The Brevard Fault Zone is a 700-km long and several km-wide thrust fault that extends from the North Carolina-Virginia border, runs through the north metro Atlanta area, and ends near Montgomery, Alabama. It is an important Paleozoic era feature in the uplift of the Appalachian Mountains.

==Discovery==
Arthur Keith from the United States Geological Survey first identified an exposed segment of the Brevard Fault in 1905, believing it to be a syncline. In 1932, Anna Jonas Stose used local petrology to identify the site as a thrust fault. Stose, the first to trace the fault, is also credited with identifying that the rocks in the area must have been formed through deformation, placing the Brevard Fault in a regional perspective. Using modern methods of seismic reflection and high-resolution profiling, geologists have since discovered that the Brevard Fault Zone has undergone both thrust and strike-slip movement.

==Geology==
The Brevard Fault Zone is a part of a much larger system of faults at the base of the Appalachian thrust sheet that played a key role in uplifting the Appalachian Mountains. The extent of its role remains uncertain because most of the fault is buried beneath Quaternary sediment. Many studies of the fault come from Grandfather Mountain in the Linville Fall Quadrangle, which contains the exposed region that was first discovered by Arthur Keith. This region is only 1–3 km of its 700 km length.
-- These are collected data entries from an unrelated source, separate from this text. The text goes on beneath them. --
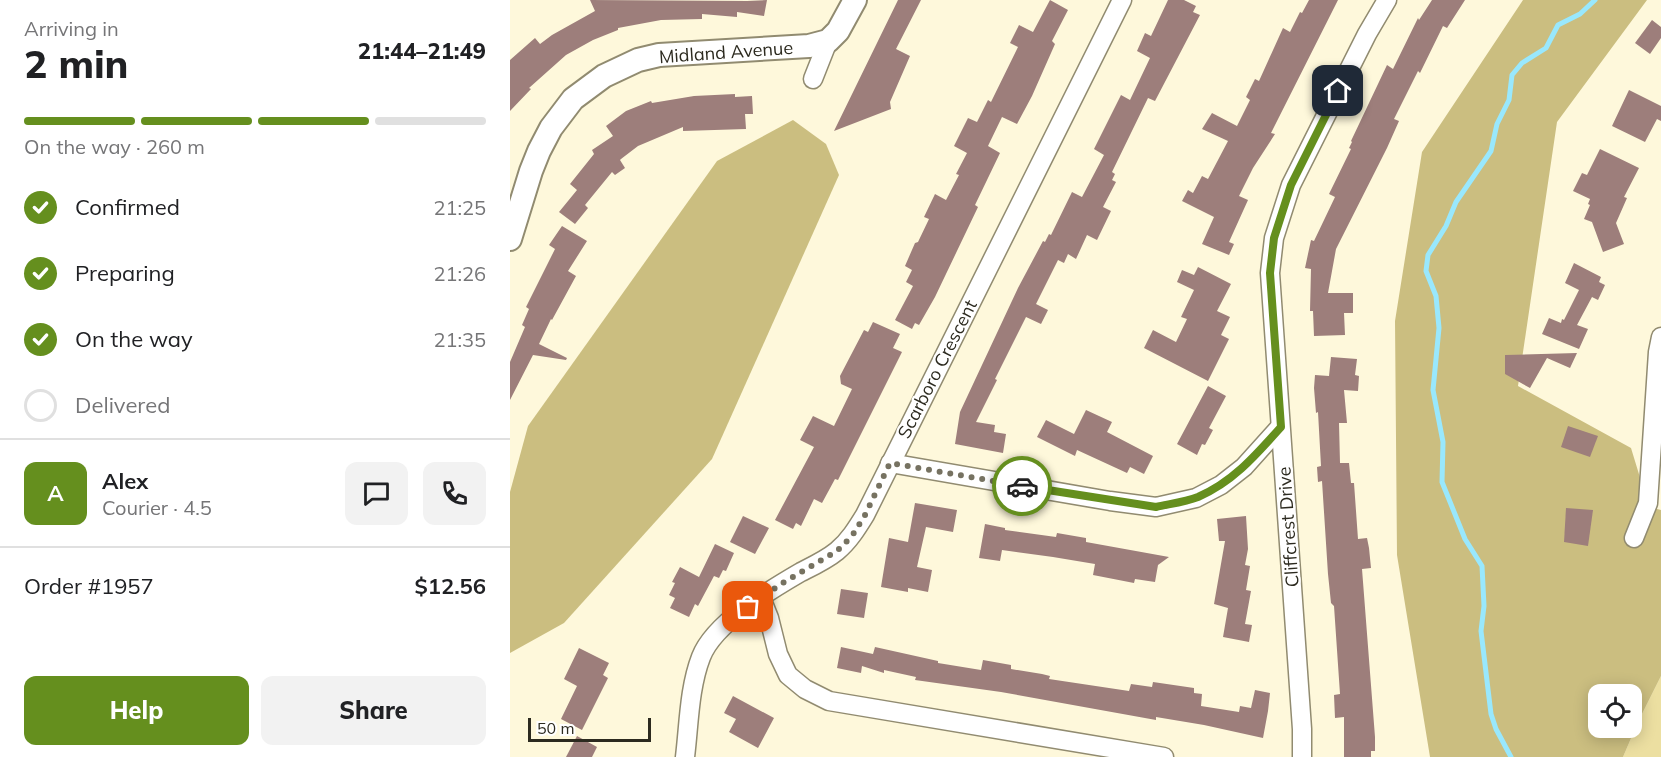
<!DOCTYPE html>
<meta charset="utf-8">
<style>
body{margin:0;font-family:Mulish,sans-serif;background:#f2f2f2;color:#202124;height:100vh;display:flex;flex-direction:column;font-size:22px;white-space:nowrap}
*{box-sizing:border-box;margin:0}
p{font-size:20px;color:#757577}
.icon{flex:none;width:33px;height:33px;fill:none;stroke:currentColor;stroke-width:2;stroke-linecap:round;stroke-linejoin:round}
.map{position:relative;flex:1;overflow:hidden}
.side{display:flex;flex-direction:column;background:#fff;width:510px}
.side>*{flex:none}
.tools{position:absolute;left:1078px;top:684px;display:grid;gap:12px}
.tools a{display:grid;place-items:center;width:54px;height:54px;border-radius:12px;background:#fff;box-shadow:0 3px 15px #0003;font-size:30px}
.scale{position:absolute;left:18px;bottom:15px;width:123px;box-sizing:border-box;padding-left:6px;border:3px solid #2c2a1f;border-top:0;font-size:16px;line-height:21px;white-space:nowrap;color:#2c2a1f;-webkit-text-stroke:4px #fff;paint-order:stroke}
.pin{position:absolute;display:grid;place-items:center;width:51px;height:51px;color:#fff;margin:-26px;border-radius:12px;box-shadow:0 3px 9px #0006}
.courier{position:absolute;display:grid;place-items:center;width:60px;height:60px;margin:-30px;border:4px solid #658f1e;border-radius:50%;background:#fff;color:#222;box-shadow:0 2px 8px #0007}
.overview em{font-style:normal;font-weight:800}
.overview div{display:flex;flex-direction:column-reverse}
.overview{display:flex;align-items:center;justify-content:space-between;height:102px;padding:0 24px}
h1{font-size:39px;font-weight:800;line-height:45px}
.bar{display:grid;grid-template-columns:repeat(4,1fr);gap:9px 6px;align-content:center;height:72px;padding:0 24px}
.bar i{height:8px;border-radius:4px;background:#e0e0e0}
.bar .active{background:#658f1e}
.bar p{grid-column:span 4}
.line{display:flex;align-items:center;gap:15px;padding:0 24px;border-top:2px solid #e0e0e0}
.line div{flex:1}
.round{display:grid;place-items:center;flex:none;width:63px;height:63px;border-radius:12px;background:#f2f2f2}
ol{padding:0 24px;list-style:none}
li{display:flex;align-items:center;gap:18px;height:66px}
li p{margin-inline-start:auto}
li .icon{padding:6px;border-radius:50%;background:#658f1e;color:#fff;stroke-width:4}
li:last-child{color:#757577}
li i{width:33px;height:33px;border:3px solid #e0e0e0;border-radius:50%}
.button{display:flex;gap:12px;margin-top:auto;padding:12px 24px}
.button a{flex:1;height:69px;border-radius:12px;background:#658f1e;color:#fff;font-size:24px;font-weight:800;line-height:69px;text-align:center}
.button a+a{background:#f2f2f2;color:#202124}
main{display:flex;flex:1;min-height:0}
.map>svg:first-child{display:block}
</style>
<main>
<section class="side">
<div class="overview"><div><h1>2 min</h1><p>Arriving in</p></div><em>21:44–21:49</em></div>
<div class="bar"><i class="active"></i><i class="active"></i><i class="active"></i><i></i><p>On the way · 260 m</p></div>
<ol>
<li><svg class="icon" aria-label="check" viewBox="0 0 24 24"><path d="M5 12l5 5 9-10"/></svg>Confirmed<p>21:25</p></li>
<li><svg class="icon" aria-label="check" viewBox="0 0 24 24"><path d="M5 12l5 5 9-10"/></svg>Preparing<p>21:26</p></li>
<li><svg class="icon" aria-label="check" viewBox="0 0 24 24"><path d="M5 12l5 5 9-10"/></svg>On the way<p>21:35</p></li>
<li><i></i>Delivered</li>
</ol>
<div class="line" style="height:108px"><b class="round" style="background:#658f1e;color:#fff">A</b><div><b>Alex</b><p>Courier · 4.5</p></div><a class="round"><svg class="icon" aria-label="chat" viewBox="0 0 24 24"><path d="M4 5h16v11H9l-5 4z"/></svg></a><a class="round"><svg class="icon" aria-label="phone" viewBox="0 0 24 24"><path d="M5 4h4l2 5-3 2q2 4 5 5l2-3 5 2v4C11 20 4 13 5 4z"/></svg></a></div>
<div class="line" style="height:78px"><div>Order #1957</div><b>$12.56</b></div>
<div class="button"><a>Help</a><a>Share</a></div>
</section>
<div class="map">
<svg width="1151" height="757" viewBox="0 0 1151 757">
<rect width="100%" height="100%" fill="#fef8db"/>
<path fill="#ecdfa1" d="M1151,676V757H1113L1128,722Z"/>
<g fill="#cbbe80" fill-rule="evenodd">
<path d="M1013,0H1137L1047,122L1008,386L1121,448L1139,507L1151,510V676L1128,722L1113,757H920L887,555L885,321L912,152ZM1089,694H1122V728H1089Z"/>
<path d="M283,120L316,144L329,175L202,459L54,623L0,653V492L18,426L207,161Z"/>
</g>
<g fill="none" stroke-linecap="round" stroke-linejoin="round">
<path stroke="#99e8fd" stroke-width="5" d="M1001,757L986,729L981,714L971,631L974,606L972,566L955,539L932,482L933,442L923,390L929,328L926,296L916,271L918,255L936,226L946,202L981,151L987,124L999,100L1002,75L1012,63L1036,48L1048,25L1070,14L1085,0"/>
</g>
<g fill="#9d7e7b">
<path d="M80,0L237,1L257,0L254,16L227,12V17L192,14V19L151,20L108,28V30L83,40L56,55L19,88L21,89L0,111V60L25,38L30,44L42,35L85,11Z"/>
<path d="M388,0H411L386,49L400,56L380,102L381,109L324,131Z"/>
<path d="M540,0L558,10L542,41L545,44L522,96L507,124L492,117L478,146L490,153L465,205L468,207L425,297L409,325L405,323L402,329L385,320L403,286L396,282L402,270L395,266L405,243L408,242L419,219L414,217L425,194L436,200L449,175L446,174L457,153L444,146L458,118L467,122L478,100L481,102L508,47L500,43L509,25L523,32Z"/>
<path d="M658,0H674L686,6L683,12L690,15L645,101L638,98L602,172L605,174L602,180L606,182L593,207L601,211L587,240L577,235L566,259L558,254L554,263L548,260L526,304L538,310L531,324L516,317L485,379L487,380L466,422L485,425L484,432L496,434L493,453L445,444L450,412L508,288L533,241L535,242L539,234L541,235L562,192L572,197L594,155L584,149L611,95L620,100L640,58L627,51L635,33L641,36Z"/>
<path d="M799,0H828L761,133L765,134L743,168L729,196L738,200L719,242L724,244L719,255L692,244L704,217L672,201L678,190L683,193L692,176L698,179L718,141L692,129L702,113L727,126L740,100L736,97L745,79L749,81L773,28L780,32L790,12L792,13Z"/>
<path d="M922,0H955L937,28L933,26L910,73L908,71L884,119L889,121L877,148L826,249L818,293H843V313H834L835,335L804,336L803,311H800L801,269L795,268L801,240L804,241L825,197L819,194L841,149L839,148L842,142L841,141L877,65L883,69L908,18L909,20Z"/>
<path d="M1142,20L1151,27V38L1140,54L1125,43Z"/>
<path d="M1119,90L1151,106V121L1147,119L1135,142L1102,126Z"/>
<path d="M225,94V97L242,96L243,114H235L236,129L173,131V127L128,146L111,159L110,160L115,168L105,175L102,172L75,205L78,208L65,224L49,212L67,190L60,184L84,154L82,150L103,136L96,126L116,111L141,101L142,103L184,96Z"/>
<path d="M1090,149L1129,168L1114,197L1117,198L1106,223L1114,244L1093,252L1082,222L1074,219L1080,205L1078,204L1080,199L1063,191L1072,173L1077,175Z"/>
<path d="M52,226L77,241L58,271L66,276L42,320L41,319L29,344L57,358L56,360L23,355L0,400V362L15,327L12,325L19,309L16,307L45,249L39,245Z"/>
<path d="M1064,263L1091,277L1089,282L1095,285L1088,300L1082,297L1067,325L1078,329L1069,349L1032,334L1039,318L1051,323L1052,319L1054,320L1069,290L1055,283Z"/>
<path d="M688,267L721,284L707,311L720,317L711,335L719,339L698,381L634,348L643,330L666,342L677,319L671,317L684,290L667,282L672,270L684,275Z"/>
<path d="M363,322L390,334L383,348L392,352L328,480L325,479L312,503L304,499L291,526L286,523L283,529L265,520L304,447L290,440L303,416L324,426L342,389L331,384L330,376L354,330L358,332Z"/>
<path d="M1067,353L1060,368L1037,358L1020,388L995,374V355Z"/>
<path d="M821,357L847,359L845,375L849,376L848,391L834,390L837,423H829L830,463H839L841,483H844L848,539L857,538L859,548L861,568L852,569L865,737V751H861V757H834V717L825,718L824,695L830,694L824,606L821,603L818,574L812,481L808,482L807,467L811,466L808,412L806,413L804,388L805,375L819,376Z"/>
<path d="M698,386L716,396L699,428L703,430L695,445L692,444L687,455L667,444Z"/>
<path d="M576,410L602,422L597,432L643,456L634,474L620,467L617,473L567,450L565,456L527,437L536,420L564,434Z"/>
<path d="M1058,426L1088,436L1080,457L1051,447Z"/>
<path d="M405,503L447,510L443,532L416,527L407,567L422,570L418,592L398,588V592L371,587L379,538L398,542Z"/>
<path d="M1056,508L1083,510L1078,546L1054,542Z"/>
<path d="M233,516L259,528L245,554L220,542Z"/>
<path d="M736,516L738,549L735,565L740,566L736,590L741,591L735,624L742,625L739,642L713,637L718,608L704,604L715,541H709L707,519Z"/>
<path d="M475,524L495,528V530L546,537L547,533L576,538V542L659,557L648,565L645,582L625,579L624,583L583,575L585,564L543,557L492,550L490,561L469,558Z"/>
<path d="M205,544L224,553L216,571L213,570L209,578L204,576L188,606L185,604L179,617L160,608L165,598L159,595L165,583L162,582L170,567L189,577Z"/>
<path d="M331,589L358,593L354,618L327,614Z"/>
<path d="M331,647L363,654L365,647L428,661V663L471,670L473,660L501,665V669L532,674L540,676L539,679L619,691L621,684L642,687L643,682L684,688V693L692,694L691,706L729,712L730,706L741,708L745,690L760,693L758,711L753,738L694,725L646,717V720L491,692L405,680L406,677L374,670V673L352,666L351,673L327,668Z"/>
<path d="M69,648L99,663L93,675L98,678L72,730L51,719L67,686L54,679Z"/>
<path d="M223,696L264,718L248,748L219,732L226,719L214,713Z"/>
<path d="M67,736L87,747L82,757H56Z"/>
</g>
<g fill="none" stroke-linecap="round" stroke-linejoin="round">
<defs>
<g id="minor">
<path d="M303,79L318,41"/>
<path d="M380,463L600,501L646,507L686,498L711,485L734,467L770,427"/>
<path d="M1124,538L1138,503L1148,352L1151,337"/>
<path d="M251,598L259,618L268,654L278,675L295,689L319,701L654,757"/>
<path d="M175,757C179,725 179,688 191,657C204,623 260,590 291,572C303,566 316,560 327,551C339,541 347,528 355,515L612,0"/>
<path d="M792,757V729L760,273L764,238L781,185L857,34L877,0"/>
</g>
<path id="tertiary" d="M0,239L21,171L29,151L41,128L63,99L94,76L128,60L149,55L299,46L318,41L328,31L345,0"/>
</defs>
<use href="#minor" stroke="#918b70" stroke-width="21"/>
<use href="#tertiary" stroke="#918b70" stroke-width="26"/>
<use href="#minor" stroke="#fff" stroke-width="18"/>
<use href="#tertiary" stroke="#fff" stroke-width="22"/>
</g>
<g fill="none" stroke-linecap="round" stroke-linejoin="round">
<path stroke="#767261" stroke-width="6" stroke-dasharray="0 10.8" d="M238,607L271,584L327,551L342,536L355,515L380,463L512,486"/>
<path stroke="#658f1e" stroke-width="8" d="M512,486L646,507C659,504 675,502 688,497C723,482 746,455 771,427L760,273L764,238L781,185L828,91"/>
</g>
<g text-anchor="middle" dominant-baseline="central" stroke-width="4.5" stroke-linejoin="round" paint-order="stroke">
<g font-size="18" fill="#2c2a1f" stroke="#fff">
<text transform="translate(216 52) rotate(-4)">Midland Avenue</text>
<text transform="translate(427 369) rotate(-63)">Scarboro Crescent</text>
<text transform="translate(778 527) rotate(-94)">Cliffcrest Drive</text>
</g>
</g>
</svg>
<div class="tools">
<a><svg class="icon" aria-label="locate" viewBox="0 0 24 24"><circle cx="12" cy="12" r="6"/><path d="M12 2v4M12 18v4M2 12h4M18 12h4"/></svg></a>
</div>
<div class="scale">50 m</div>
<div class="pin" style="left:238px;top:607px;background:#ea580c"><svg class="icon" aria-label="bag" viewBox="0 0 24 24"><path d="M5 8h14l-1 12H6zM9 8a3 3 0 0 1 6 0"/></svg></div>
<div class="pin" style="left:828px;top:91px;background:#1f2937"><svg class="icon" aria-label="home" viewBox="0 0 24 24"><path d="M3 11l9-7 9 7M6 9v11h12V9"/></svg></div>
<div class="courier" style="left:512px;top:486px"><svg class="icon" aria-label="car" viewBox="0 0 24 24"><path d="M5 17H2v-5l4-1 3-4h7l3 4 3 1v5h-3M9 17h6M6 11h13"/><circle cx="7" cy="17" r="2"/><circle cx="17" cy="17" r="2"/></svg></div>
</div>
</main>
The Brevard Fault experienced multiple phases of deformation and minimal stratigraphic displacement. The Brevard Fault Zone contains diverse lithologies, but it is primarily composed of mylonitic metagraywacke, schist, amphibolite, and gneiss that underwent metamorphism 350–360 million years ago. The Fault Zone is characterized by ductile behavior as indicated by the widespread presence of mylonitic and phyllonitic rocks.